● **Task to complete**: Whichever lines include the word "hidden", copy them as they appear in the data.

..........

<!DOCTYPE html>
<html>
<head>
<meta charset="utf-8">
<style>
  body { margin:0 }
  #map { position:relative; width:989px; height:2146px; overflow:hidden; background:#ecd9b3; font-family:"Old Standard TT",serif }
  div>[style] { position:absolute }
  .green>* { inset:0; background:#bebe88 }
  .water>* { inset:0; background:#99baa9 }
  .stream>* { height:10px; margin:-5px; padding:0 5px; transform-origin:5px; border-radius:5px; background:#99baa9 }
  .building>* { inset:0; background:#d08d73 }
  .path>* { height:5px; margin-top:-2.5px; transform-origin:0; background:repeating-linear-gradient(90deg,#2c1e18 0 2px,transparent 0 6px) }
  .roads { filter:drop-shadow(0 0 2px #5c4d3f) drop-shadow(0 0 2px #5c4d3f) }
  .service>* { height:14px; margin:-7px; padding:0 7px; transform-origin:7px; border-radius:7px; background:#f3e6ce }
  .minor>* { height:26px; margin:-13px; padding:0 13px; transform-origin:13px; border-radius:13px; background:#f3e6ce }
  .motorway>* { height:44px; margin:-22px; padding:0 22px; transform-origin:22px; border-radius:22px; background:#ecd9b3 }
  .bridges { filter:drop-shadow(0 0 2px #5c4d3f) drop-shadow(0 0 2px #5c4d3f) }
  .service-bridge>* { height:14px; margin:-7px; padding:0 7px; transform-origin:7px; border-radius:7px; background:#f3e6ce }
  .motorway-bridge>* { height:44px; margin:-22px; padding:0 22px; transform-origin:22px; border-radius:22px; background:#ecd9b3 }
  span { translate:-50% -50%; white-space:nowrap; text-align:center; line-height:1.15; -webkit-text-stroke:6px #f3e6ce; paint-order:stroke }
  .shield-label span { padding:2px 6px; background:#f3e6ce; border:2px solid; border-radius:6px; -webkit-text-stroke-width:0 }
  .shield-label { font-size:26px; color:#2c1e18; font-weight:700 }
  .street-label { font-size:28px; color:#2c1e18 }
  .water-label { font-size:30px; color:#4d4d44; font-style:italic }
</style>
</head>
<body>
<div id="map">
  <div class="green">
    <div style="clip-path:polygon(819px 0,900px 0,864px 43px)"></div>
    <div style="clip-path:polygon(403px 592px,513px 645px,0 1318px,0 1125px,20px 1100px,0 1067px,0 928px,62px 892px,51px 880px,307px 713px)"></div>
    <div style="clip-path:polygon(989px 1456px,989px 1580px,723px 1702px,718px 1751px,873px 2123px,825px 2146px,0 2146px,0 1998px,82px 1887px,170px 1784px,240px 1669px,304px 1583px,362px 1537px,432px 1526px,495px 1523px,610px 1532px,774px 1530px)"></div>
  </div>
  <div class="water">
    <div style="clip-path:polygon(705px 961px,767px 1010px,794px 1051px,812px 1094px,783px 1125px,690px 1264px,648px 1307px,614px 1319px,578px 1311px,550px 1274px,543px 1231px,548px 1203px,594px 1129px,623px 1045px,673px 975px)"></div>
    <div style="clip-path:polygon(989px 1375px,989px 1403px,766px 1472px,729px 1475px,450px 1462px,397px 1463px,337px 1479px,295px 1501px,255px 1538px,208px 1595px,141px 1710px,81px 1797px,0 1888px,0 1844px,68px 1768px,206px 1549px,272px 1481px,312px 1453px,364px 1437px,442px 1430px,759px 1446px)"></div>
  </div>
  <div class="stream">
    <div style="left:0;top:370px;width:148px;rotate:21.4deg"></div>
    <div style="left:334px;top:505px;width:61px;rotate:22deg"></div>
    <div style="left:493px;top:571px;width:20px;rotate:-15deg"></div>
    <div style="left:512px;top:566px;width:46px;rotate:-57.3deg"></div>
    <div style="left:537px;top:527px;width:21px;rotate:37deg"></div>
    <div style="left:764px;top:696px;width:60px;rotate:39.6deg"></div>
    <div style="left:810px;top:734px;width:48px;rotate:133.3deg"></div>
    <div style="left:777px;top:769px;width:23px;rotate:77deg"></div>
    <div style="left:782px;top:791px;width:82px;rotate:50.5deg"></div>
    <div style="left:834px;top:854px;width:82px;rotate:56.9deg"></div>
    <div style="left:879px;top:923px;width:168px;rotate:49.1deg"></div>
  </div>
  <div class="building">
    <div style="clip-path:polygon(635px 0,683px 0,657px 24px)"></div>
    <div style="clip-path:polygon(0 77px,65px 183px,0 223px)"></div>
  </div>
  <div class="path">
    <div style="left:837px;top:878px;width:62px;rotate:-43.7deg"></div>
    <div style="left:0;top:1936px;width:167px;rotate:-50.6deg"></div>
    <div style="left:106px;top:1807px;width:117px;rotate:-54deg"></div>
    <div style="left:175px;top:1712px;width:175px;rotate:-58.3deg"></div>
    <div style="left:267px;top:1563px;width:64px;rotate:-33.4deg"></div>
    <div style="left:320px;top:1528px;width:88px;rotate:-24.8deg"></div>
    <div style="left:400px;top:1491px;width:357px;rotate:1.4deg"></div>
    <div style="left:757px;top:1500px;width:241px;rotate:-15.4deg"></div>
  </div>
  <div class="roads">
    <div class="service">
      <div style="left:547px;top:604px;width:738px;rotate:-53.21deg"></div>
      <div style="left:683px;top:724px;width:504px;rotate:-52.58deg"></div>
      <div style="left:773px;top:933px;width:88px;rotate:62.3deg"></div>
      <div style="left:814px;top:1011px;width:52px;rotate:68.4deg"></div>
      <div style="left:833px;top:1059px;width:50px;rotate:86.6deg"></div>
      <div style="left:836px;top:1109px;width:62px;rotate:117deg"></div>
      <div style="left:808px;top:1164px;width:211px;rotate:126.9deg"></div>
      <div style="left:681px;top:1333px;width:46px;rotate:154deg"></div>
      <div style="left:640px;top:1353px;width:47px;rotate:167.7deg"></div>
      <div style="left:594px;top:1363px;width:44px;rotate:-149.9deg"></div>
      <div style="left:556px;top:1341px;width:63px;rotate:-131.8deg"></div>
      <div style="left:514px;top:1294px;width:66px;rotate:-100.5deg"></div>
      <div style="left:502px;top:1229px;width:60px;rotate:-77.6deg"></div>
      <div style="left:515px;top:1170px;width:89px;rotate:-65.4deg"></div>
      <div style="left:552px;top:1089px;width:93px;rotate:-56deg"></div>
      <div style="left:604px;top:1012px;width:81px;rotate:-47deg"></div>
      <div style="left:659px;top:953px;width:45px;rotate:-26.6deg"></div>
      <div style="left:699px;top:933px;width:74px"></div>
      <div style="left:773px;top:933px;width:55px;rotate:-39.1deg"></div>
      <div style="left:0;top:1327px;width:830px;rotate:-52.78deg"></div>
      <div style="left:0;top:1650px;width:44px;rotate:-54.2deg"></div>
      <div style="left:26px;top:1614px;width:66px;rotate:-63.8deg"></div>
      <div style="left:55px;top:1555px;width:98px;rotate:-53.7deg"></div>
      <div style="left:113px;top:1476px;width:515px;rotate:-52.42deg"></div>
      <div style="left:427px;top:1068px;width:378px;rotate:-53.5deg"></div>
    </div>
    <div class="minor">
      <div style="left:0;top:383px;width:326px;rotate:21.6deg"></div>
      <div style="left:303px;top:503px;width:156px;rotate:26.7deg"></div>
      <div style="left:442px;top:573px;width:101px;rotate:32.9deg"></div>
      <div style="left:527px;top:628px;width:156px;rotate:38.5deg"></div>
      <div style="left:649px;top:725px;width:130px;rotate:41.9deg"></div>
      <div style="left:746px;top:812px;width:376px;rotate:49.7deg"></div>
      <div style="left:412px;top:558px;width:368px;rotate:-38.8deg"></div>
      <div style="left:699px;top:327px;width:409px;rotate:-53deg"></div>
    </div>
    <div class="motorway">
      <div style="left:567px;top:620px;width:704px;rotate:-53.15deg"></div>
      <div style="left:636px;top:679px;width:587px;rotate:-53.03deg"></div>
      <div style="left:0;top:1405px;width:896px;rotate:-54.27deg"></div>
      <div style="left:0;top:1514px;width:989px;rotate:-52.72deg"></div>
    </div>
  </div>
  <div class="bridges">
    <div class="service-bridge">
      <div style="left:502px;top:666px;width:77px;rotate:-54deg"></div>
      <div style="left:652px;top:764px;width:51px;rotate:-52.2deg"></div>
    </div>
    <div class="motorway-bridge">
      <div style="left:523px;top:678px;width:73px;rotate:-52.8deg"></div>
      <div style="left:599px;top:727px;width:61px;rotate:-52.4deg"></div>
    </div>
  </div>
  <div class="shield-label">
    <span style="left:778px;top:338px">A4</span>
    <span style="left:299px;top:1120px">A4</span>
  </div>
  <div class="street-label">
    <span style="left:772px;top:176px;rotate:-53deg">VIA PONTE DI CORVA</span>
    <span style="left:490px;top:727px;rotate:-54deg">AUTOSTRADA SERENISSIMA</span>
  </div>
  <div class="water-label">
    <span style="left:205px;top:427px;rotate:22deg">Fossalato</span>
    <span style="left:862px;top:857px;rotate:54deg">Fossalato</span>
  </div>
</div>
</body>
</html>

..........

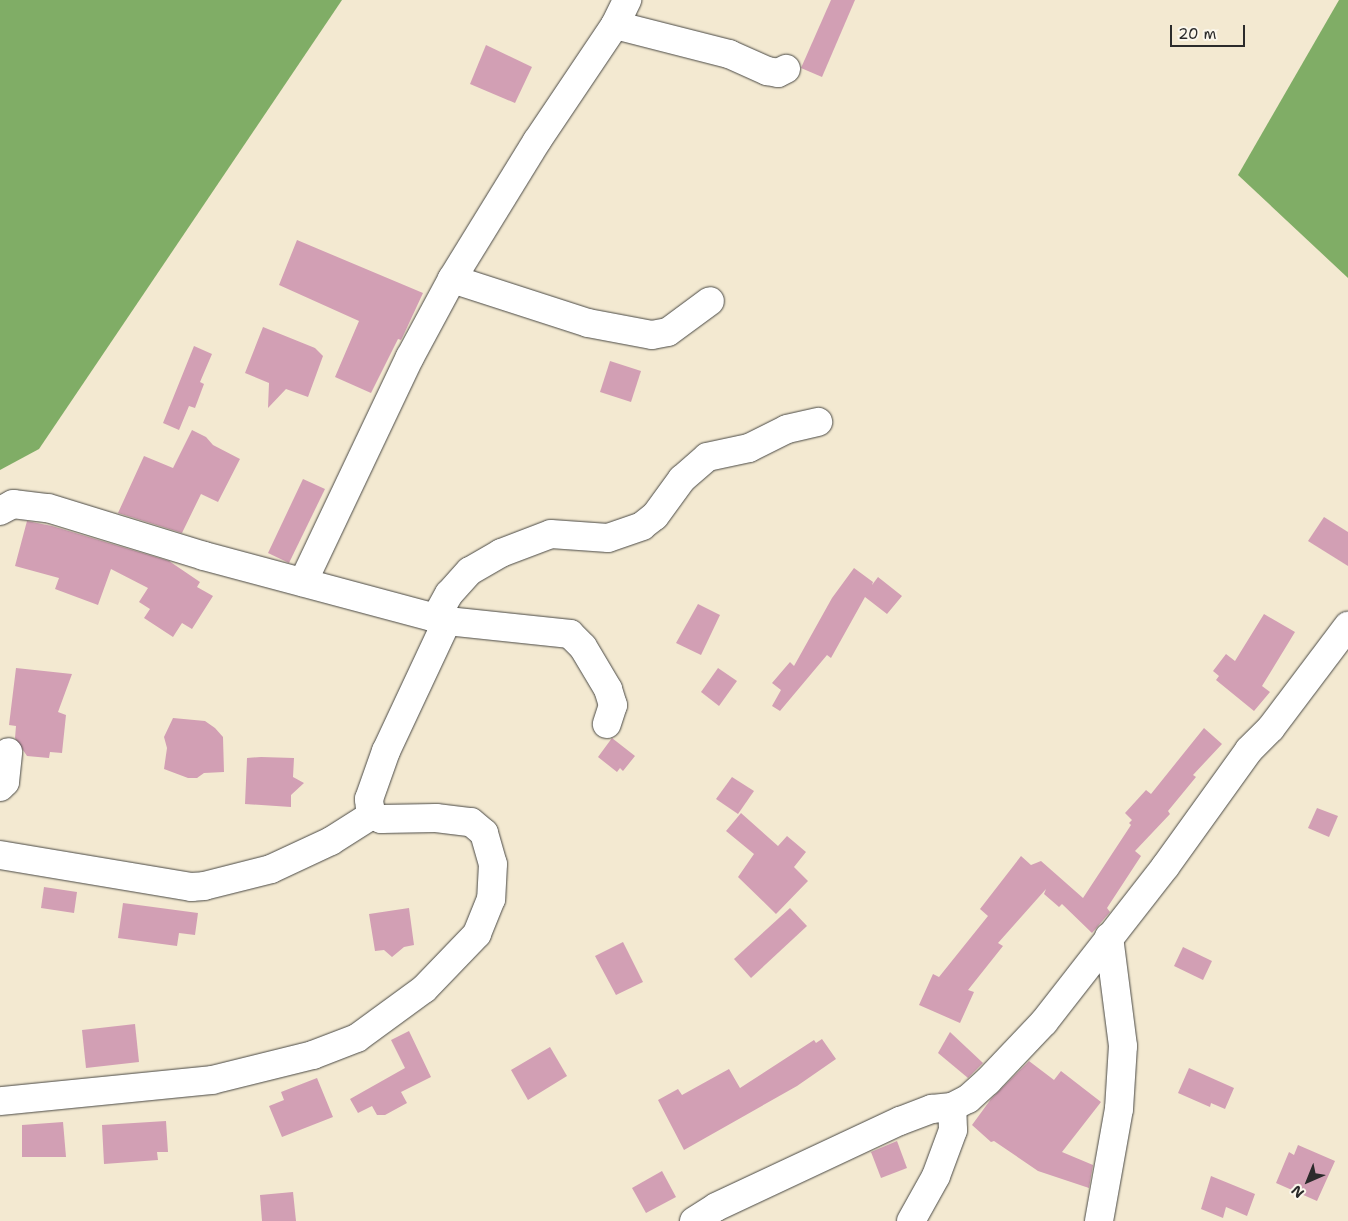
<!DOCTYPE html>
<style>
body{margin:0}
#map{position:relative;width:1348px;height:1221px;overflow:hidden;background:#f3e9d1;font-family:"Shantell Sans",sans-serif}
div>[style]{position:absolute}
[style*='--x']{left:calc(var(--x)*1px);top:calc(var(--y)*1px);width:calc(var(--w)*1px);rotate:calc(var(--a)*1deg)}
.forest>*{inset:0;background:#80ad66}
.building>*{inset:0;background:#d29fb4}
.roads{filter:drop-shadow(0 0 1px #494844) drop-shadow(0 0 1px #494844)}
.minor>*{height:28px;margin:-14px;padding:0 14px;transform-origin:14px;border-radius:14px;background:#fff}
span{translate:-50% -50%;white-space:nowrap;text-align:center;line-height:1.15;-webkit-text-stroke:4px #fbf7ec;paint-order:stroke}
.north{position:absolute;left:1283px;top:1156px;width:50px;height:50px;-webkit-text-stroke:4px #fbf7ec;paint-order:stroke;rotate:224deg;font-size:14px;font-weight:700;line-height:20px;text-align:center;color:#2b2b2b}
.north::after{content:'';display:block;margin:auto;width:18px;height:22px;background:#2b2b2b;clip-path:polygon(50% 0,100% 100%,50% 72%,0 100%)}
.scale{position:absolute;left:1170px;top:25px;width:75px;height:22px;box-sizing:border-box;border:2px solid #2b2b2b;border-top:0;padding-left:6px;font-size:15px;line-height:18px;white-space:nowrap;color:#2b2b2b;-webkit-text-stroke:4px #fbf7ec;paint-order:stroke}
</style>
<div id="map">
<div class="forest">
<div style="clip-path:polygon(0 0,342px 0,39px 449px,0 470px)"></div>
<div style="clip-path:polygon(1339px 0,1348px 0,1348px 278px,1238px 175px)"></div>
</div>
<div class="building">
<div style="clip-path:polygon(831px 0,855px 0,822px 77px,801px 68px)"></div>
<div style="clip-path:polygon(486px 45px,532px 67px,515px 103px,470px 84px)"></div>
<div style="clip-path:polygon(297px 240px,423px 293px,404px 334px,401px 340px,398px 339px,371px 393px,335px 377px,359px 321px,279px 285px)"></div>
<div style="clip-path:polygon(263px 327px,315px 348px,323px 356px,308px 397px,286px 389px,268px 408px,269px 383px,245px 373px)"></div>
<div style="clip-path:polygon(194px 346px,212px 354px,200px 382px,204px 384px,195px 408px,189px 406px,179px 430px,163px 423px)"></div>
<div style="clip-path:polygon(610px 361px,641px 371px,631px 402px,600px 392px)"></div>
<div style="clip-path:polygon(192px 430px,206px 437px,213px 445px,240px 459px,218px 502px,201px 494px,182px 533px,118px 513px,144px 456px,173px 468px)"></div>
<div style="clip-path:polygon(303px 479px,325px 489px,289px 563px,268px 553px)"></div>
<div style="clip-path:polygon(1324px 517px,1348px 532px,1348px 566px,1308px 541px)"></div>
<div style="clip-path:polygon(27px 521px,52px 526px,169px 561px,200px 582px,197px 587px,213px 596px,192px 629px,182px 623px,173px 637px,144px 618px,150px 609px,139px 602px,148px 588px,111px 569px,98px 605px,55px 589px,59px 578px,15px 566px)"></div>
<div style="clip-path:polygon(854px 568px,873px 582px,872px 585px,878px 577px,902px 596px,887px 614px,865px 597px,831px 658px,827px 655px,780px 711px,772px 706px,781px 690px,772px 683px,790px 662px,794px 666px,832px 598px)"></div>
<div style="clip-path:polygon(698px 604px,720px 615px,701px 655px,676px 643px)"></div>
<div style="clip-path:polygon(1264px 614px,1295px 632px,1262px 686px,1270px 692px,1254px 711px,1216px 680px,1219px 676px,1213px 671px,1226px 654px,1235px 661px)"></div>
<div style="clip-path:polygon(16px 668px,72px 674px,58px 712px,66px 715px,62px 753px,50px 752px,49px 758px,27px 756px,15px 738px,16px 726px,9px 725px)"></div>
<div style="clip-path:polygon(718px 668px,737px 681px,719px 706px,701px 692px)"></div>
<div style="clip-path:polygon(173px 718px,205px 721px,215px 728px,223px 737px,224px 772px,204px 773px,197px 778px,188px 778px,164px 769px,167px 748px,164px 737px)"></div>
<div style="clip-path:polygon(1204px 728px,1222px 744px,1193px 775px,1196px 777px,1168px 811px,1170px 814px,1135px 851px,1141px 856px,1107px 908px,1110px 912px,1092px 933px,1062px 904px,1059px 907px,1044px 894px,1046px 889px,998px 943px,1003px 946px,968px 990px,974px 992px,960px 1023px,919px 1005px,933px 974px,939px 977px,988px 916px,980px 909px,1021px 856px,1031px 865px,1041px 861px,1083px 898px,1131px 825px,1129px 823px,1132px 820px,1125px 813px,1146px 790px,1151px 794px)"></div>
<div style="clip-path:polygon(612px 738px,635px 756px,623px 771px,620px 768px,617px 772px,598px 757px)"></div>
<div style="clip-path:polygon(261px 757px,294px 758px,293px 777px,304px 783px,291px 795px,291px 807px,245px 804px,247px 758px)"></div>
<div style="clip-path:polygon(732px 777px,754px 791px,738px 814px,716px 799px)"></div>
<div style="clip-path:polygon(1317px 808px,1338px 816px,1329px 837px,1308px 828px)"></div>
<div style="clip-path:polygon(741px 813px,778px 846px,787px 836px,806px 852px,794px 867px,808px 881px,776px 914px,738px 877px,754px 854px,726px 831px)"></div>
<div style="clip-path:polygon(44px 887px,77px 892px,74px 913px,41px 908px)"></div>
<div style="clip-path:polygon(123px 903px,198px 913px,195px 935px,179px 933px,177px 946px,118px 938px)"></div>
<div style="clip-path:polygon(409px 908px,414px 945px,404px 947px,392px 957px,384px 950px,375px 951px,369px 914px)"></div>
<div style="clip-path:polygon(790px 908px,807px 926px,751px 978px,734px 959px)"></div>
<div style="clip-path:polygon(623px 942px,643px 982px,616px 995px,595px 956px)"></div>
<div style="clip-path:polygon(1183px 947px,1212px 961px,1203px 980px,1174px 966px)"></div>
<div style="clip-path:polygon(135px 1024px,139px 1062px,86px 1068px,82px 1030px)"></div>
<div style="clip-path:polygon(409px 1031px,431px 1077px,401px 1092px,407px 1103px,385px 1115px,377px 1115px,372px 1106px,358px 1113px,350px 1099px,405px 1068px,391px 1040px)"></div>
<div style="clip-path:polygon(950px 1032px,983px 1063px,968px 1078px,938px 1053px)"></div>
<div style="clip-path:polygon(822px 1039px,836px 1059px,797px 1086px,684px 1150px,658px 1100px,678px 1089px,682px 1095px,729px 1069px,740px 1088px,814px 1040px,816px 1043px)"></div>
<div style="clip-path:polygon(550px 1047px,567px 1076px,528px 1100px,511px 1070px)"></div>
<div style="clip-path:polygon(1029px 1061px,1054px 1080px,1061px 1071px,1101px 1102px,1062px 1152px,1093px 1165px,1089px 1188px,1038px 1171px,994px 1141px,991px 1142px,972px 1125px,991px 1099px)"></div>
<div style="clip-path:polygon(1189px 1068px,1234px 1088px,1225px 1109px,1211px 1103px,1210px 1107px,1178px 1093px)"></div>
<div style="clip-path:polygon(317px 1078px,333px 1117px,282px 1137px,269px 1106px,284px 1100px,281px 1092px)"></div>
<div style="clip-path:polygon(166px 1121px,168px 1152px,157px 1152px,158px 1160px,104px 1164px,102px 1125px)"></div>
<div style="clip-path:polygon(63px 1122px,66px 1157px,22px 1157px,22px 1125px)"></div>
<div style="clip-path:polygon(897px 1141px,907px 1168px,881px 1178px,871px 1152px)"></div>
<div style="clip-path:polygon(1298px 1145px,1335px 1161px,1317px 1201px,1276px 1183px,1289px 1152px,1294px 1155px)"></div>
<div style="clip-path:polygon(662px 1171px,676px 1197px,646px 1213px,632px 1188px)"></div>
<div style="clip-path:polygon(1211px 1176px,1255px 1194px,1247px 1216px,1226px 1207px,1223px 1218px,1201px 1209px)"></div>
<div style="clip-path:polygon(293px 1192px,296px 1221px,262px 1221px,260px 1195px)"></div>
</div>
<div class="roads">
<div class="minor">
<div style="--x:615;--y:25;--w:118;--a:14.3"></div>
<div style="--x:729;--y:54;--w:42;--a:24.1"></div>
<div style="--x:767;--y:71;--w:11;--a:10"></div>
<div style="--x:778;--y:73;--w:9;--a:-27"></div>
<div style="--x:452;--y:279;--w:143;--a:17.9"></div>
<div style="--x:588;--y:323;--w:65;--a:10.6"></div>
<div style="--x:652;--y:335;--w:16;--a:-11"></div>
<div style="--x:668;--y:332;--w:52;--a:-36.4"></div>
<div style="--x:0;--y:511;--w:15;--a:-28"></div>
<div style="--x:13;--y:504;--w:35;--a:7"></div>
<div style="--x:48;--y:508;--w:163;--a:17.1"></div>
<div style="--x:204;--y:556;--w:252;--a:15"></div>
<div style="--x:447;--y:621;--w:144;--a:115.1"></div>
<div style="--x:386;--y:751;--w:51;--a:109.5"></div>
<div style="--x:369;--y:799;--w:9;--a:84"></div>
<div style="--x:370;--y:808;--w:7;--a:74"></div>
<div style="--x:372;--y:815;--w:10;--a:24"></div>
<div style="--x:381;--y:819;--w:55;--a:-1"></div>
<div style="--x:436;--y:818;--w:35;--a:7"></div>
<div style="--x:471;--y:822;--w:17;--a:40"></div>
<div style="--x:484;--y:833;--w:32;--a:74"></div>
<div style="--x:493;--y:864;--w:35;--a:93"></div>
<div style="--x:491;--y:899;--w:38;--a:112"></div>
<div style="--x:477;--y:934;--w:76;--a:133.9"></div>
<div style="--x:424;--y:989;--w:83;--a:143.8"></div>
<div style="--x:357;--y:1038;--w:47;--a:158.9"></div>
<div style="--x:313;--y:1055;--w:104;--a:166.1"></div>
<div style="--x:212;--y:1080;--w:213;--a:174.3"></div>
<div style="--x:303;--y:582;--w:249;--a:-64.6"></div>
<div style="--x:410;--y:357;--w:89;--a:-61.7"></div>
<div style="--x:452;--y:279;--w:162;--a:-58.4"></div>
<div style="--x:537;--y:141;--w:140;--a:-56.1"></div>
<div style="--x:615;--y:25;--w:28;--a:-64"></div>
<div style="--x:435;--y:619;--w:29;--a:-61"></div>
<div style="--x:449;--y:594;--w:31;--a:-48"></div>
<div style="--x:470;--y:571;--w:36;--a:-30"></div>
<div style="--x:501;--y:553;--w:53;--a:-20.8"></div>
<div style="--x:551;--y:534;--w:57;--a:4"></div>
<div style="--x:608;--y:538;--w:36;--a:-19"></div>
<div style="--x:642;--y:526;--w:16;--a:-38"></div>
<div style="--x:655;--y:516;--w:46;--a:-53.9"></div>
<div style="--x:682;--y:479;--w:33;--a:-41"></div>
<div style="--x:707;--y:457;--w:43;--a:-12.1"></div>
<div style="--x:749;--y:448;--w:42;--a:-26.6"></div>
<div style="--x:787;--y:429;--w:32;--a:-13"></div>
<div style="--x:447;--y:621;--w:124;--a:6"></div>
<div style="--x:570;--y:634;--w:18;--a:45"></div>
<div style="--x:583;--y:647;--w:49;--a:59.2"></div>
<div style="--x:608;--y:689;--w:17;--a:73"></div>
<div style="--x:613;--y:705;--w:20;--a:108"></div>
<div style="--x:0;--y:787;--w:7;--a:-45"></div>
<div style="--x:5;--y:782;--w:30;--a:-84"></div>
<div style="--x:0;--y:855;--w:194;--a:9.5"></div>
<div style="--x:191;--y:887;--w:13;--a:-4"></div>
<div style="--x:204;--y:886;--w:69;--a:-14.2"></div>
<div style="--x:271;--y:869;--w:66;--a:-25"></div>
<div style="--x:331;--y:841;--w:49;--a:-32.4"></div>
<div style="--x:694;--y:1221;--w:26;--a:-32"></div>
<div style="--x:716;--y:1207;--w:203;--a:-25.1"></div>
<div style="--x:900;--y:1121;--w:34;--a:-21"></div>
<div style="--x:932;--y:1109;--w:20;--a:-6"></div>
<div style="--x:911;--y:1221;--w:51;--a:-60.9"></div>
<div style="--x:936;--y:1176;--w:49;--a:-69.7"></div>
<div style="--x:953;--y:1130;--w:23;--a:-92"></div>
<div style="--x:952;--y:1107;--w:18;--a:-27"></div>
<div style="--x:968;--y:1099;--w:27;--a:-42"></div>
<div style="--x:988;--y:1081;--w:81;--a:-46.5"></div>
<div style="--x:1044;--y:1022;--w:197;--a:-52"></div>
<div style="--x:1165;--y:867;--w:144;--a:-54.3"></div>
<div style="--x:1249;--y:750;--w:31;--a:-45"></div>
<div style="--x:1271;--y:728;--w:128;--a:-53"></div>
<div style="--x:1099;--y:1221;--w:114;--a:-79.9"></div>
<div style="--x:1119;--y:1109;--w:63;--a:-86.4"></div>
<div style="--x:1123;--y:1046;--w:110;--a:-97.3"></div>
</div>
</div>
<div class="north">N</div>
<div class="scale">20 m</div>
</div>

..........

● **Completed task**:
  #map { position:relative; width:989px; height:2146px; overflow:hidden; background:#ecd9b3; font-family:"Old Standard TT",serif }
#map{position:relative;width:1348px;height:1221px;overflow:hidden;background:#f3e9d1;font-family:"Shantell Sans",sans-serif}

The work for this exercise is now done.